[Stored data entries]
_ _ _

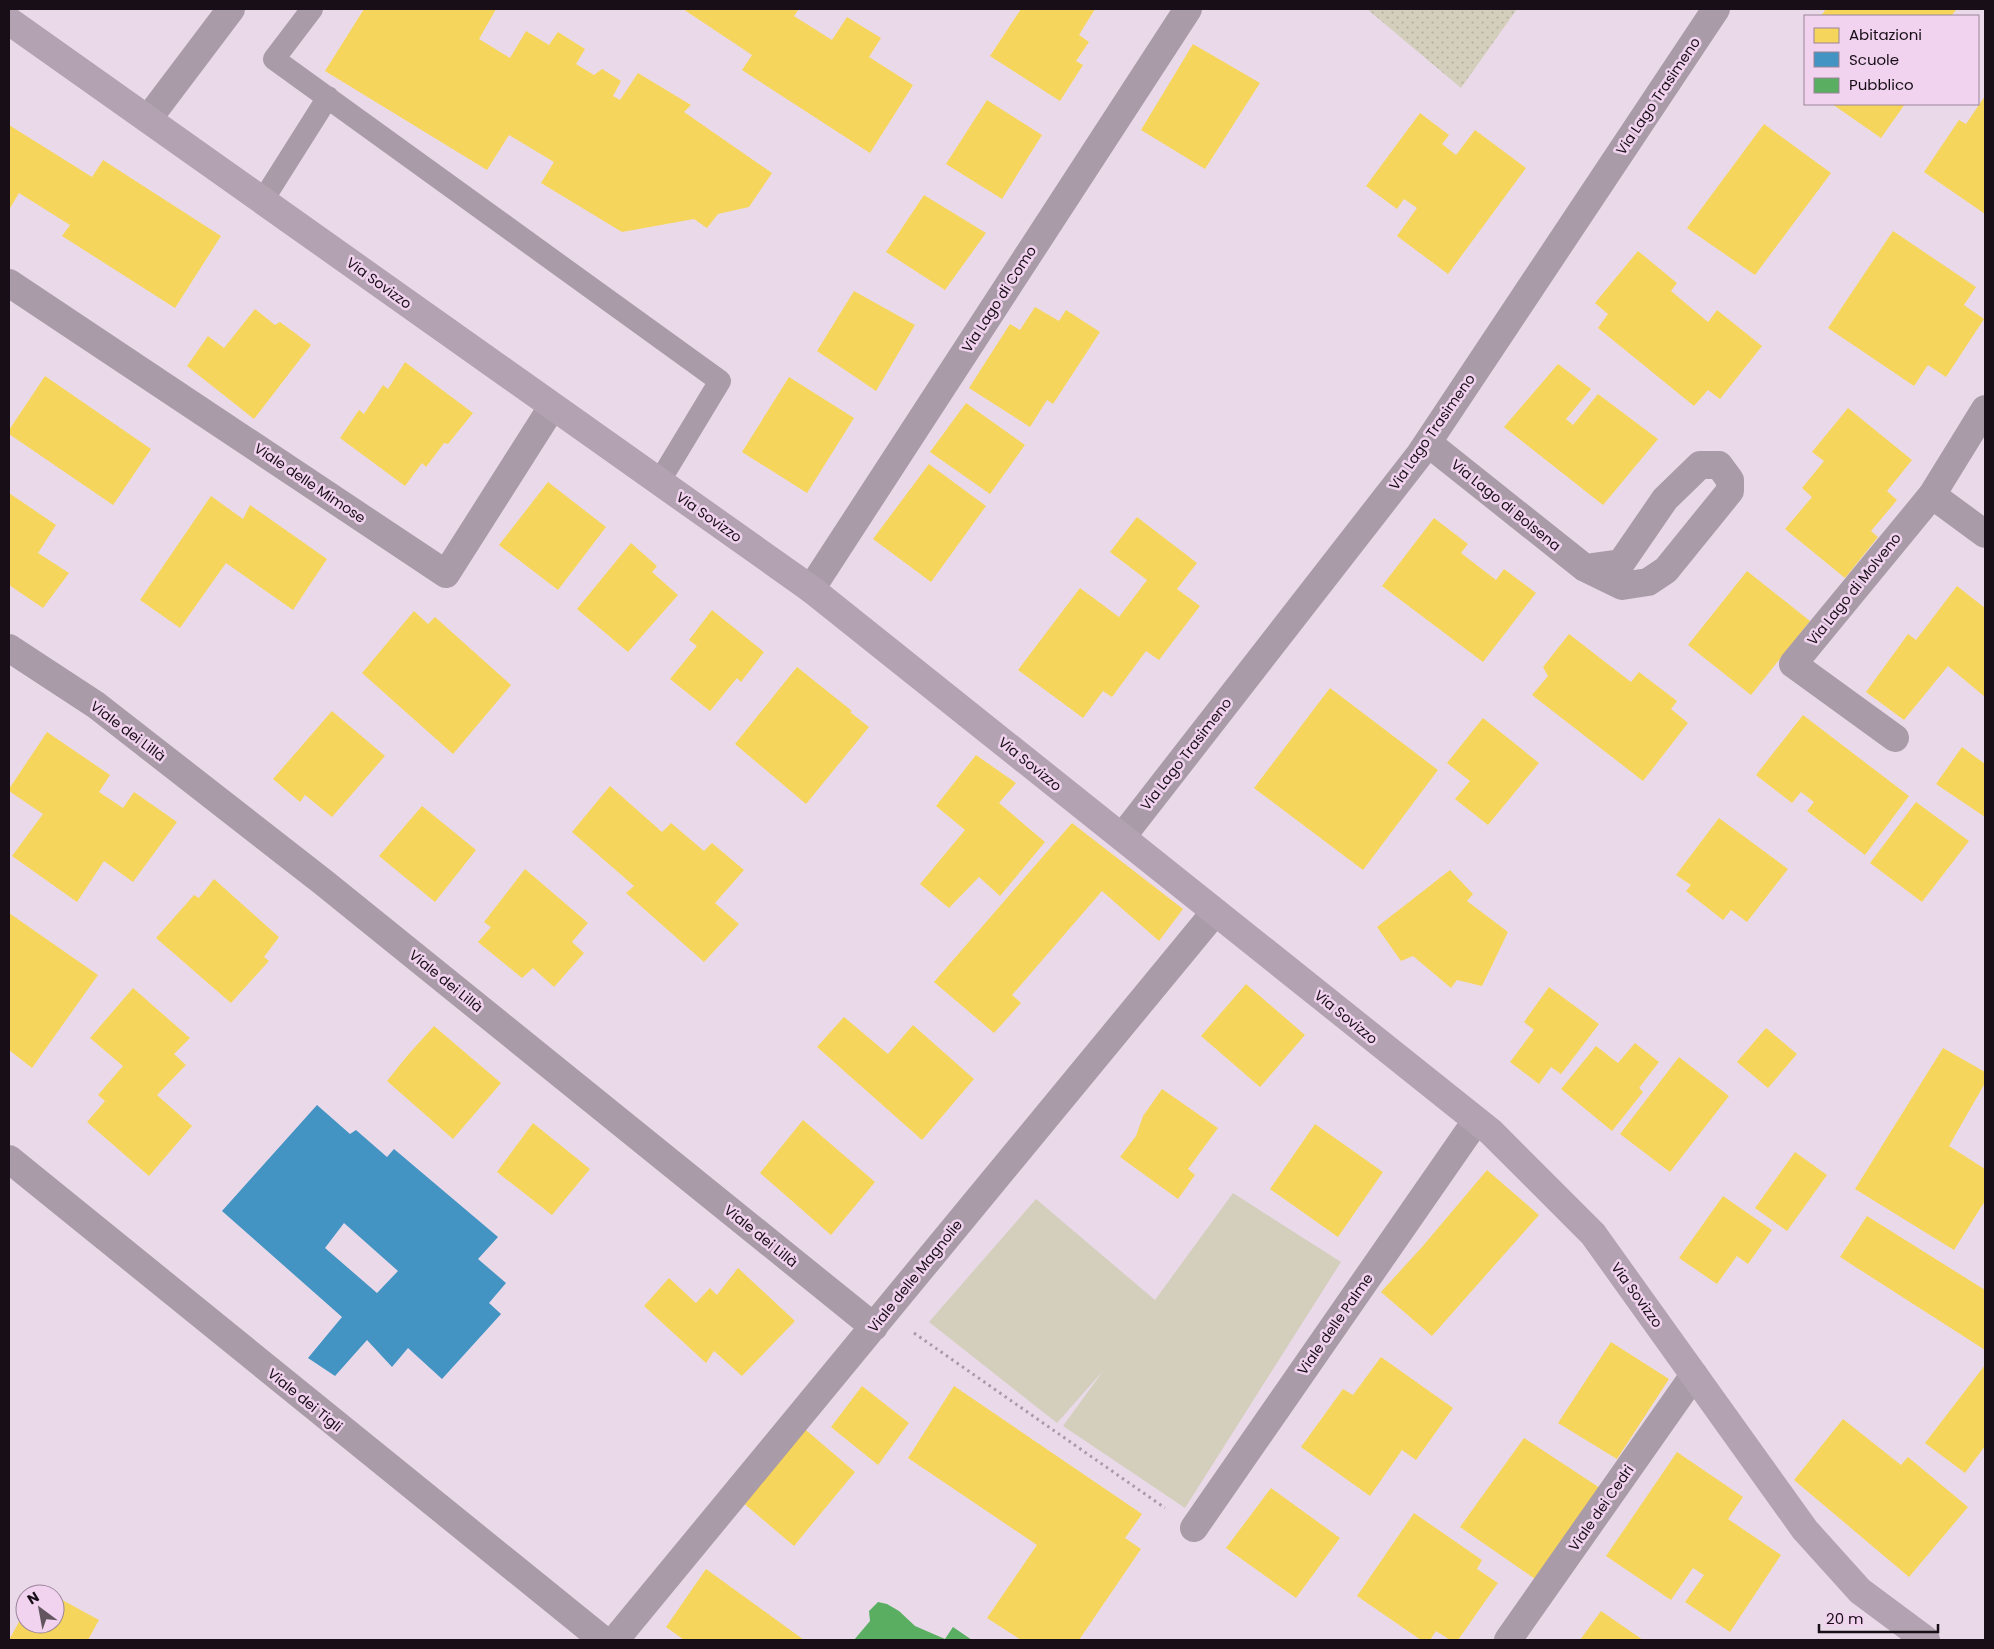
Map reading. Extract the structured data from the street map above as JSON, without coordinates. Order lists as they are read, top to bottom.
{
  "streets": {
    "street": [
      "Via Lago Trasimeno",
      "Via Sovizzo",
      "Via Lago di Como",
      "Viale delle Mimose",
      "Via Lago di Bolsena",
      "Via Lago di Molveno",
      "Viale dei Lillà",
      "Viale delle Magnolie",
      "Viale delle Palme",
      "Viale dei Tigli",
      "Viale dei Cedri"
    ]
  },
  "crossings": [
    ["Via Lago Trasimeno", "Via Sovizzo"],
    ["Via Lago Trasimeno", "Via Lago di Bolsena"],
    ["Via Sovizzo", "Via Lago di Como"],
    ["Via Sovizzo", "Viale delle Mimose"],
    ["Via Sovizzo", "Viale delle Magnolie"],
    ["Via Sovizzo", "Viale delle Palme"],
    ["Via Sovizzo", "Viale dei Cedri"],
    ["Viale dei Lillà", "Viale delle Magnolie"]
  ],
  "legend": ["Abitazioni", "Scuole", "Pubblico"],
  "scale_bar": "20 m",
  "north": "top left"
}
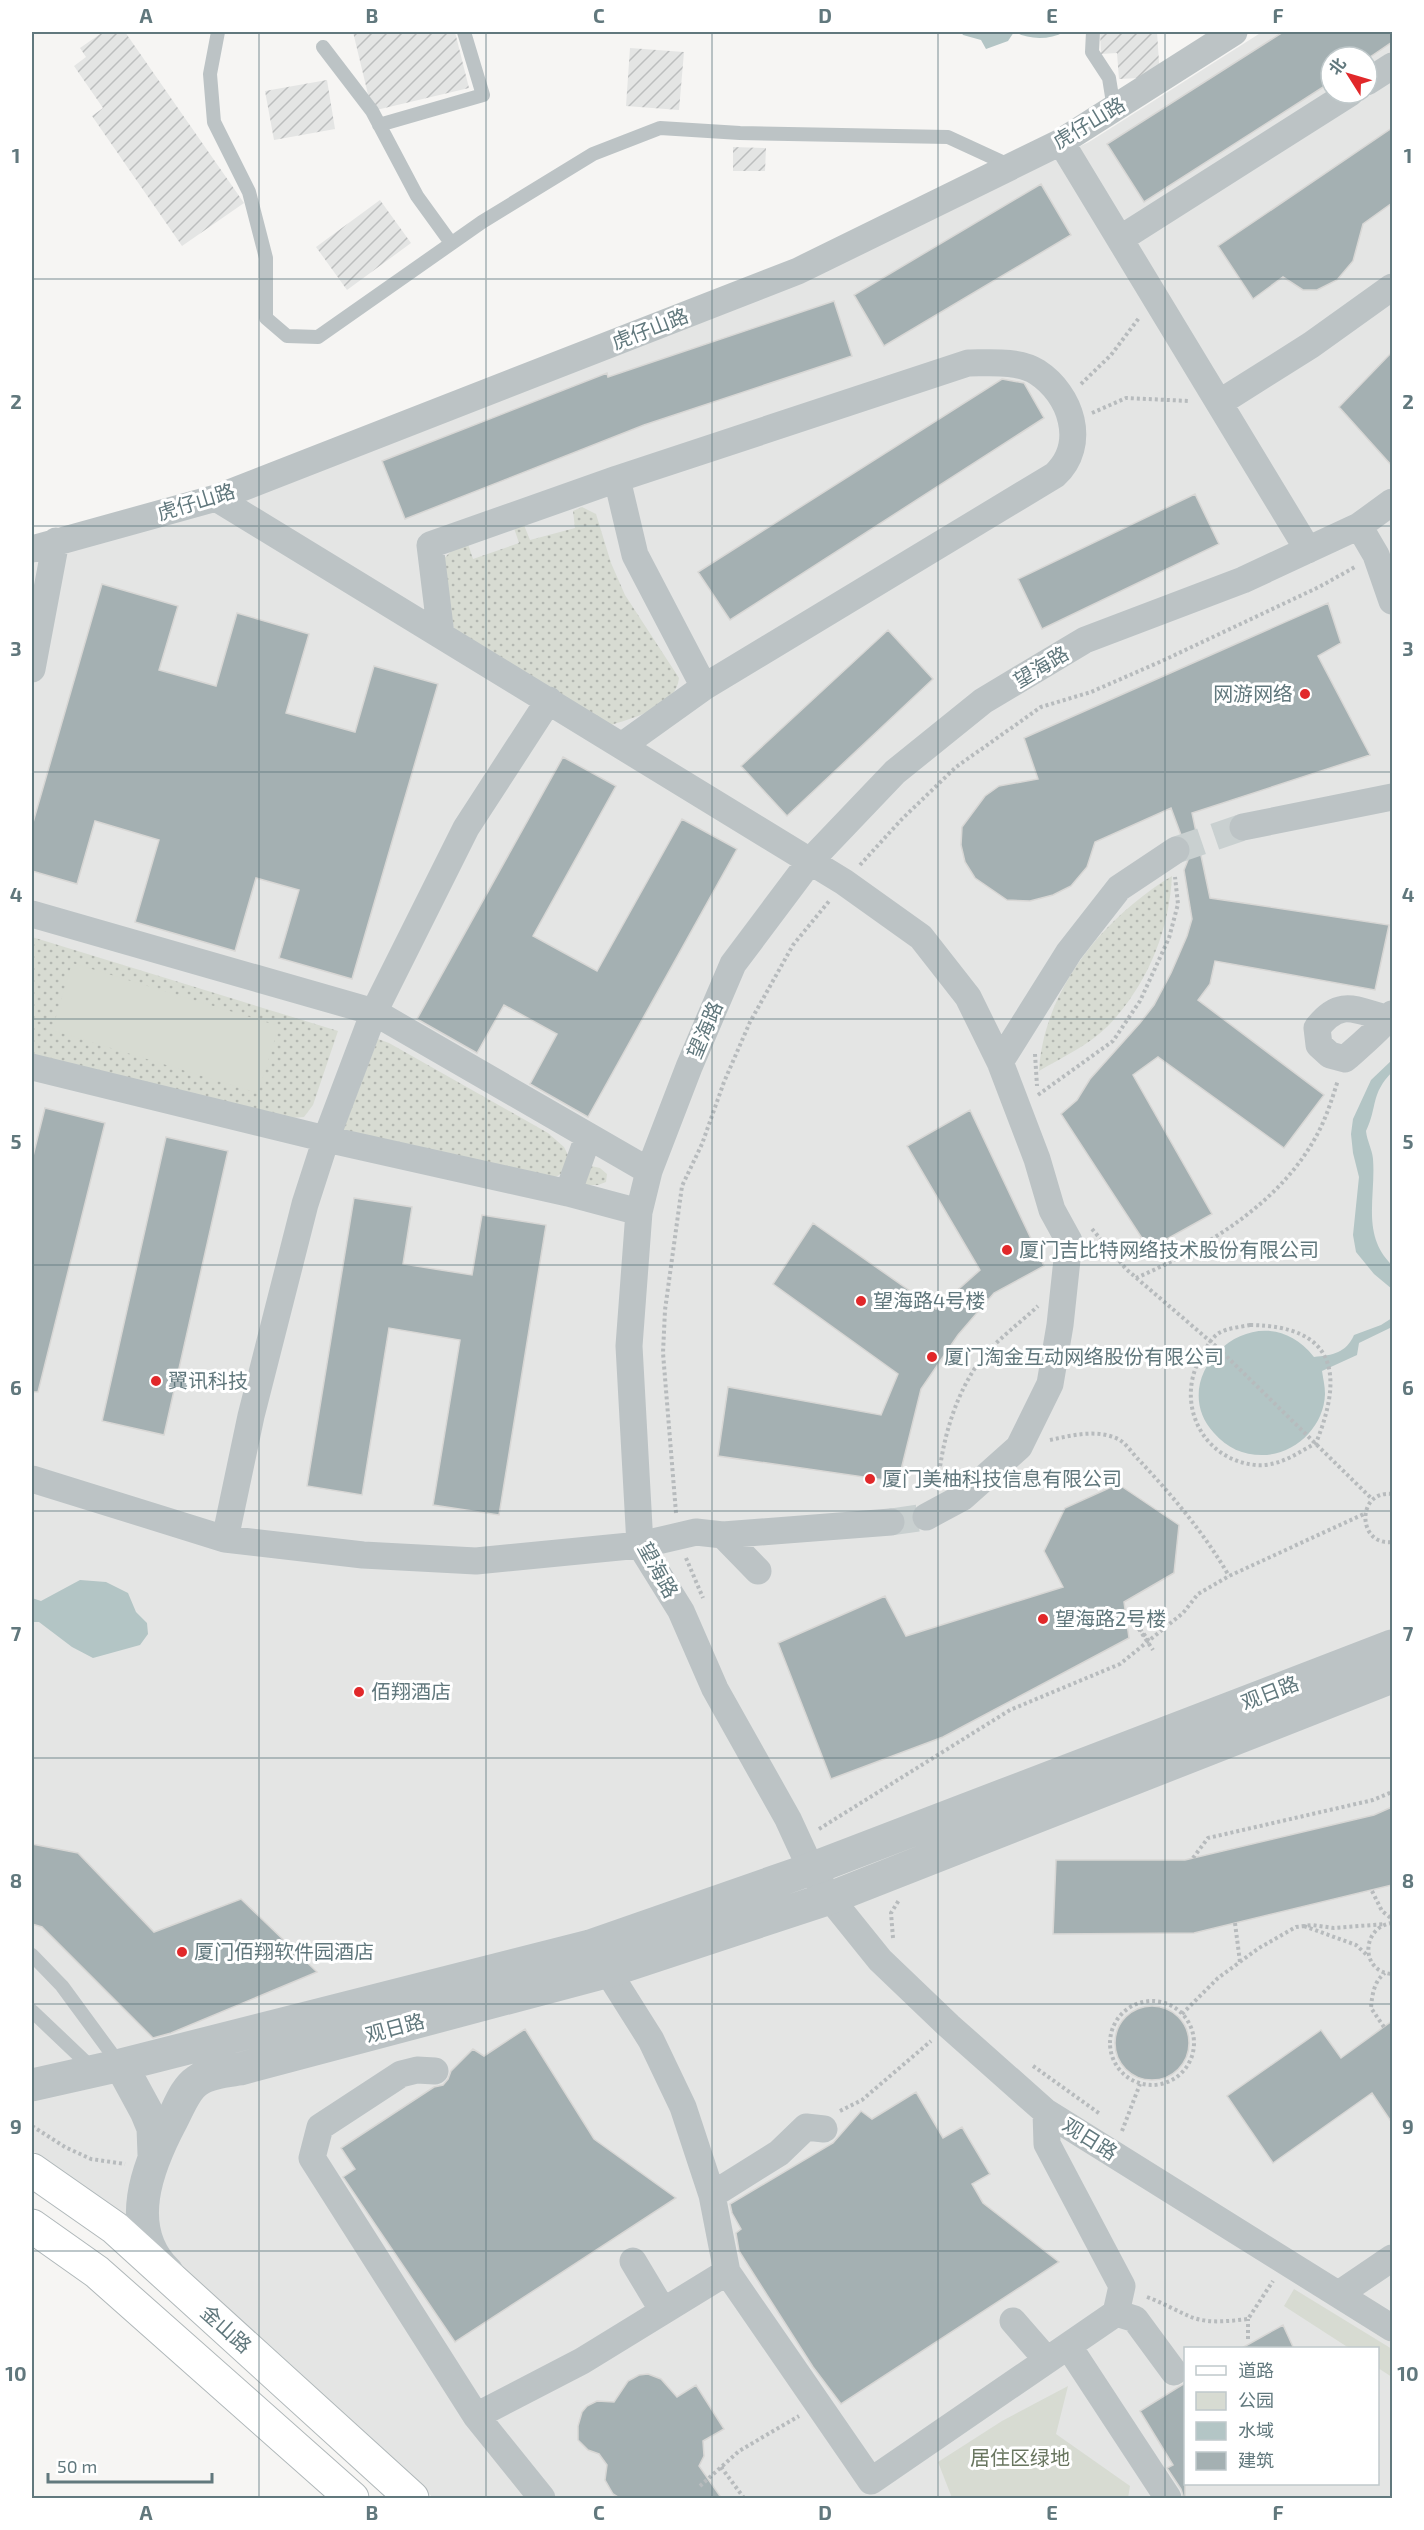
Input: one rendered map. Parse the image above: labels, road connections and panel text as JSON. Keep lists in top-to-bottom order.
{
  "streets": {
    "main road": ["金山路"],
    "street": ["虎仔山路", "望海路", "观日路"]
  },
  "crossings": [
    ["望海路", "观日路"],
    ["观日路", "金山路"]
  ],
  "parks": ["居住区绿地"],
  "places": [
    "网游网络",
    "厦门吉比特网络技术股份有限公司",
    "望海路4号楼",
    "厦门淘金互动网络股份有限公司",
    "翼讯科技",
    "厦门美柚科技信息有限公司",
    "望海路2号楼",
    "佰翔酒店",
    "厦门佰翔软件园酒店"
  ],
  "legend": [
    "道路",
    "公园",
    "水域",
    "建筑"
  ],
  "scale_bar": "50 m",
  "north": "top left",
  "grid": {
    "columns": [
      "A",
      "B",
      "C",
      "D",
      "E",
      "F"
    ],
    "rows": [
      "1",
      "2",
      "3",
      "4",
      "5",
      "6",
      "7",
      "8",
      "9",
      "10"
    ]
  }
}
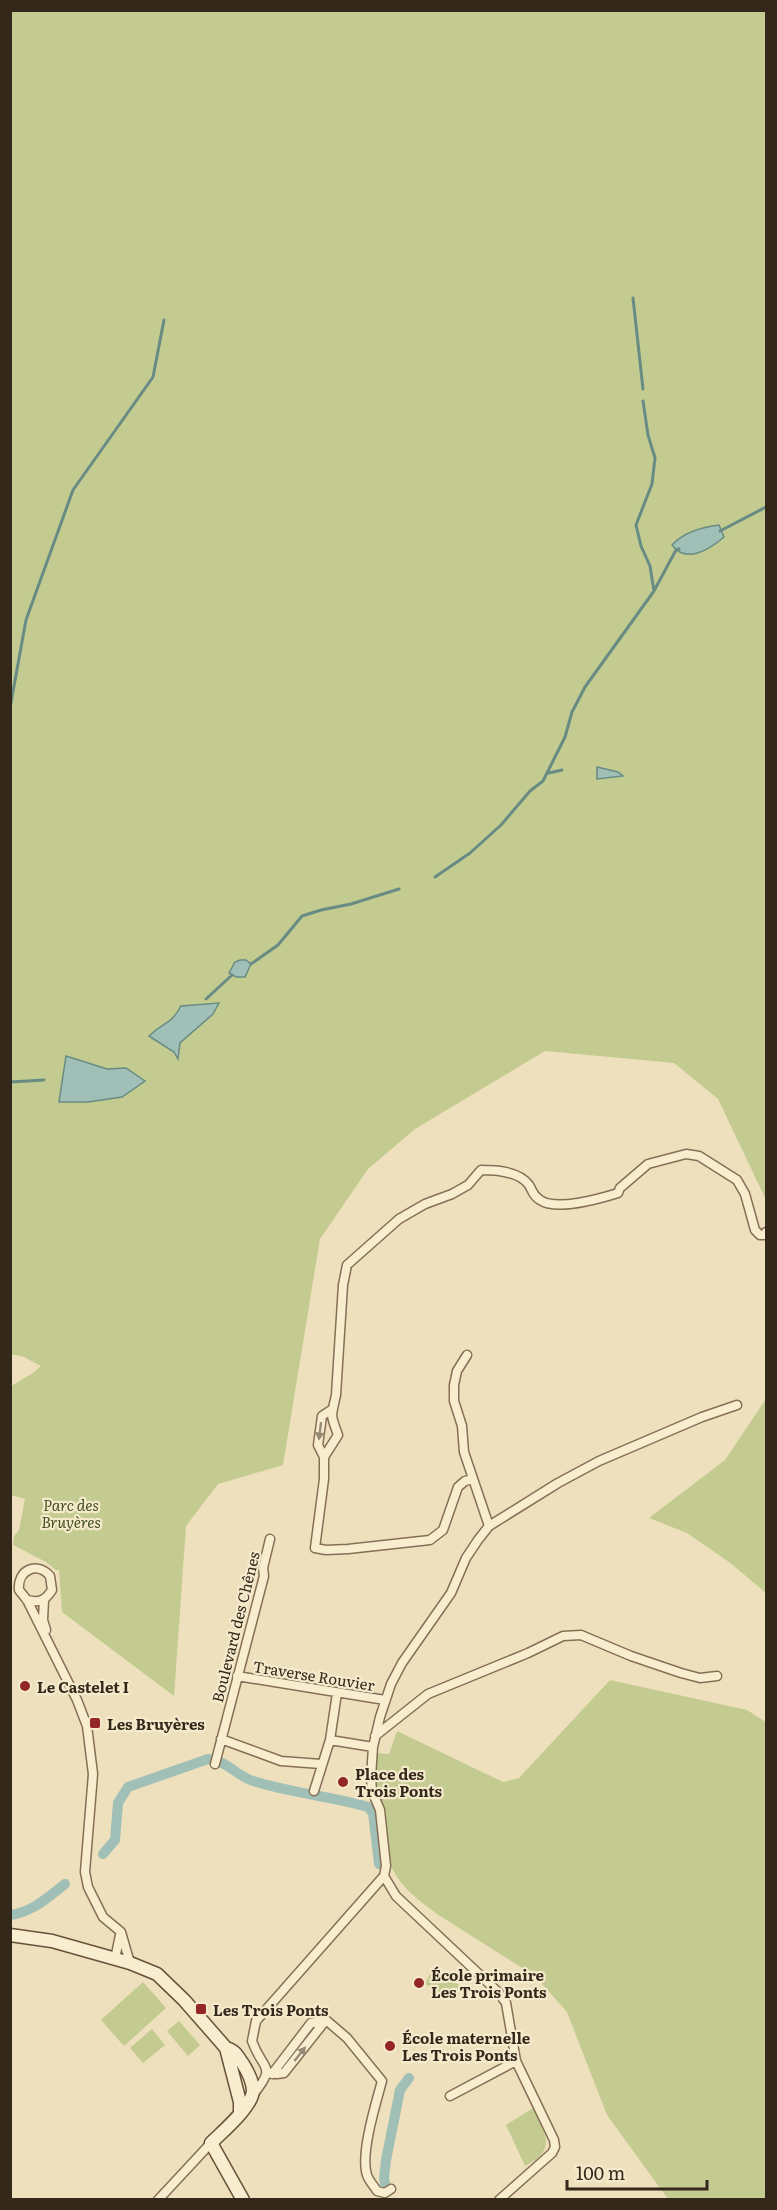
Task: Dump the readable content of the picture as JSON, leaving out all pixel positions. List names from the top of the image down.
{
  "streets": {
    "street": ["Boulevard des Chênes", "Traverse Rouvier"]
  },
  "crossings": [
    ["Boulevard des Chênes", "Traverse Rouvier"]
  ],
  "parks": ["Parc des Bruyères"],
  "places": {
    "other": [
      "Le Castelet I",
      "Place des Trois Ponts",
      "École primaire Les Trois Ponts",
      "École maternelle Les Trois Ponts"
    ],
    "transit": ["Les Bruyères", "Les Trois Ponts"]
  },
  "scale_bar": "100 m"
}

_ _ _

WHAT NEEDS TO BE DONE — The expected output is the lines from the one holding "Task: Dump the" through the last line of the data, exactly as they appear, with nothing before or after.

OUTPUT FOR THIS EXERCISE —
Task: Dump the readable content of the picture as JSON, leaving out all pixel positions. List names from the top of the image down.
{
  "streets": {
    "street": ["Boulevard des Chênes", "Traverse Rouvier"]
  },
  "crossings": [
    ["Boulevard des Chênes", "Traverse Rouvier"]
  ],
  "parks": ["Parc des Bruyères"],
  "places": {
    "other": [
      "Le Castelet I",
      "Place des Trois Ponts",
      "École primaire Les Trois Ponts",
      "École maternelle Les Trois Ponts"
    ],
    "transit": ["Les Bruyères", "Les Trois Ponts"]
  },
  "scale_bar": "100 m"
}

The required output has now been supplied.